WORK REQUEST:
What is needed is an exact copy of the entries below, with every picture left out.

********************

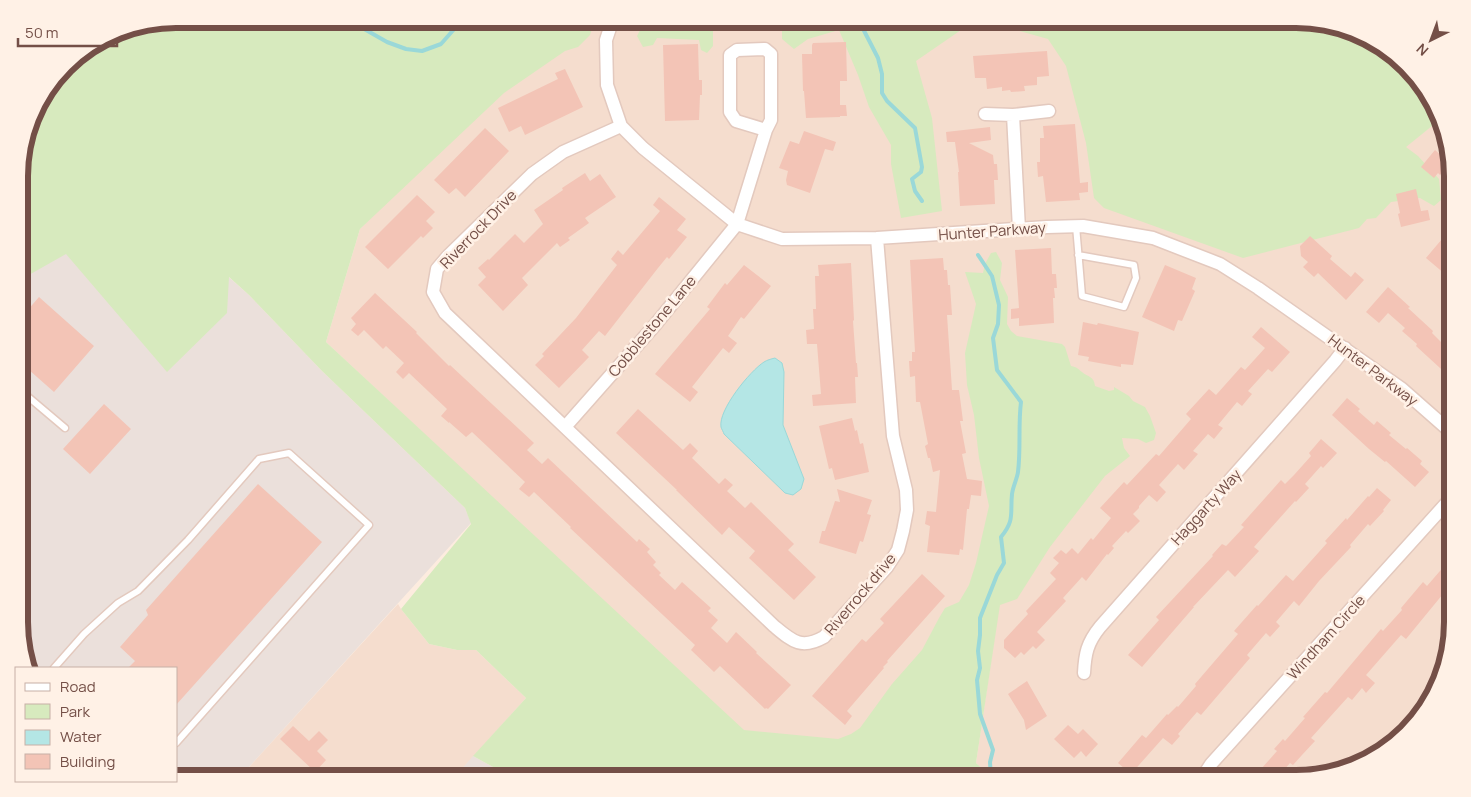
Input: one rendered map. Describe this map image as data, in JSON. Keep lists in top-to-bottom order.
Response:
{
  "streets": {
    "street": [
      "Riverrock Drive",
      "Hunter Parkway",
      "Cobblestone Lane",
      "Haggarty Way",
      "Riverrock drive",
      "Windham Circle"
    ]
  },
  "crossings": [
    ["Riverrock Drive", "Hunter Parkway"],
    ["Riverrock Drive", "Cobblestone Lane"],
    ["Riverrock Drive", "Riverrock drive"],
    ["Hunter Parkway", "Cobblestone Lane"],
    ["Hunter Parkway", "Haggarty Way"],
    ["Hunter Parkway", "Riverrock drive"],
    ["Cobblestone Lane", "Riverrock drive"]
  ],
  "legend": [
    "Road",
    "Park",
    "Water",
    "Building"
  ],
  "scale_bar": "50 m",
  "north": "bottom left"
}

********************

OUTPUT BELOW:
Input: one rendered map. Describe this map image as data, in JSON. Keep lists in top-to-bottom order.
Response:
{
  "streets": {
    "street": [
      "Riverrock Drive",
      "Hunter Parkway",
      "Cobblestone Lane",
      "Haggarty Way",
      "Riverrock drive",
      "Windham Circle"
    ]
  },
  "crossings": [
    ["Riverrock Drive", "Hunter Parkway"],
    ["Riverrock Drive", "Cobblestone Lane"],
    ["Riverrock Drive", "Riverrock drive"],
    ["Hunter Parkway", "Cobblestone Lane"],
    ["Hunter Parkway", "Haggarty Way"],
    ["Hunter Parkway", "Riverrock drive"],
    ["Cobblestone Lane", "Riverrock drive"]
  ],
  "legend": [
    "Road",
    "Park",
    "Water",
    "Building"
  ],
  "scale_bar": "50 m",
  "north": "bottom left"
}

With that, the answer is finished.